Seattle Mariners

Mariners CEO Kevin Mather Made Some Surprising Comments

If you’ve ever shot yourself in the foot, and stuck your other foot in your mouth, you might be Kevin Mather. Mather is was the team president and CEO of the Mariners, but clearly intelligence wasn’t a requirement to achieve those titles. He gave an interesting video speech to the Bellevue Breakfast Rotary Club (of all places) in which he discussed a variety of topics with the candidness of a schoolboy force-fed truth serum. The video was posted to YouTube and quickly removed, but not before Grant Bronsdon and Kate Preusser of Lookout Landing and Ryan Divish of the Seattle Times got their hands on it.

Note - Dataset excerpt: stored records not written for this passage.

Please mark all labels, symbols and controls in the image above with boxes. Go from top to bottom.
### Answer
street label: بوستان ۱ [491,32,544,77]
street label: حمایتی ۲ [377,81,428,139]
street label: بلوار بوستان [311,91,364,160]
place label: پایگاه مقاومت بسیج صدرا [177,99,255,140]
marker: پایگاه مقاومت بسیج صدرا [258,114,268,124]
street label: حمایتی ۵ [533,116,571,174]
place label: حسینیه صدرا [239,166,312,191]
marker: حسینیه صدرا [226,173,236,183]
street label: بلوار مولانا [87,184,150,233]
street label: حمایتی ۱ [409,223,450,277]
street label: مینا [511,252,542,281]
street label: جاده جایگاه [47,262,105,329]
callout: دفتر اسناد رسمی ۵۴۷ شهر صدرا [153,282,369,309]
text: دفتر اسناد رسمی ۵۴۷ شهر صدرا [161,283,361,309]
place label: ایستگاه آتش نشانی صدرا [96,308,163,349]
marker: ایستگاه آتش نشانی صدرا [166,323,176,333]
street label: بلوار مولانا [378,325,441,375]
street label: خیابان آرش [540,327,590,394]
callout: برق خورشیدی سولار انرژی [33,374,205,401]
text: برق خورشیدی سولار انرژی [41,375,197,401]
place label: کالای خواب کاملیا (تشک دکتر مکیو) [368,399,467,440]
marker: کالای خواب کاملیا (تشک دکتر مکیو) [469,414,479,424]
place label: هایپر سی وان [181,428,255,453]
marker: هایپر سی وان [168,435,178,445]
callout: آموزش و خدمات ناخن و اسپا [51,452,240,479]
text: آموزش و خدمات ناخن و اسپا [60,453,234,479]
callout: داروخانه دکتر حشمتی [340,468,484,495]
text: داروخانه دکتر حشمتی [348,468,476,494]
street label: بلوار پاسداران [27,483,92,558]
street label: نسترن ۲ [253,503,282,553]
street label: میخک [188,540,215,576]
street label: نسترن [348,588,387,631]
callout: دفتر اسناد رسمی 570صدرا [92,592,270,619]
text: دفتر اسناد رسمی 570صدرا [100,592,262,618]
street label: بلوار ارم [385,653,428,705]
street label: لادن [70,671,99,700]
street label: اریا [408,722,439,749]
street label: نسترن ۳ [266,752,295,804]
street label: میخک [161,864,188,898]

The first of his talking points had to do with the contentious issue of service time. It’s sort of an open secret that teams often delay promoting their best prospects until a few weeks into the season so they can gain an extra year of control over their service time. One of the more obvious cases of this sort of manipulation was what the Cubs did with Kris Bryant. Usually, even though everyone knows what’s really going on, teams give an excuse for the delay so that they can maintain plausible deniability and prevent the union from having a good case for a grievance. The excuse is usually something along the lines of “(player X) needs to work on their defense,” but lo and behold, two weeks into the season they’re magically promoted. How much difference did that two weeks really make? Probably not a whole lot – but that was never the point.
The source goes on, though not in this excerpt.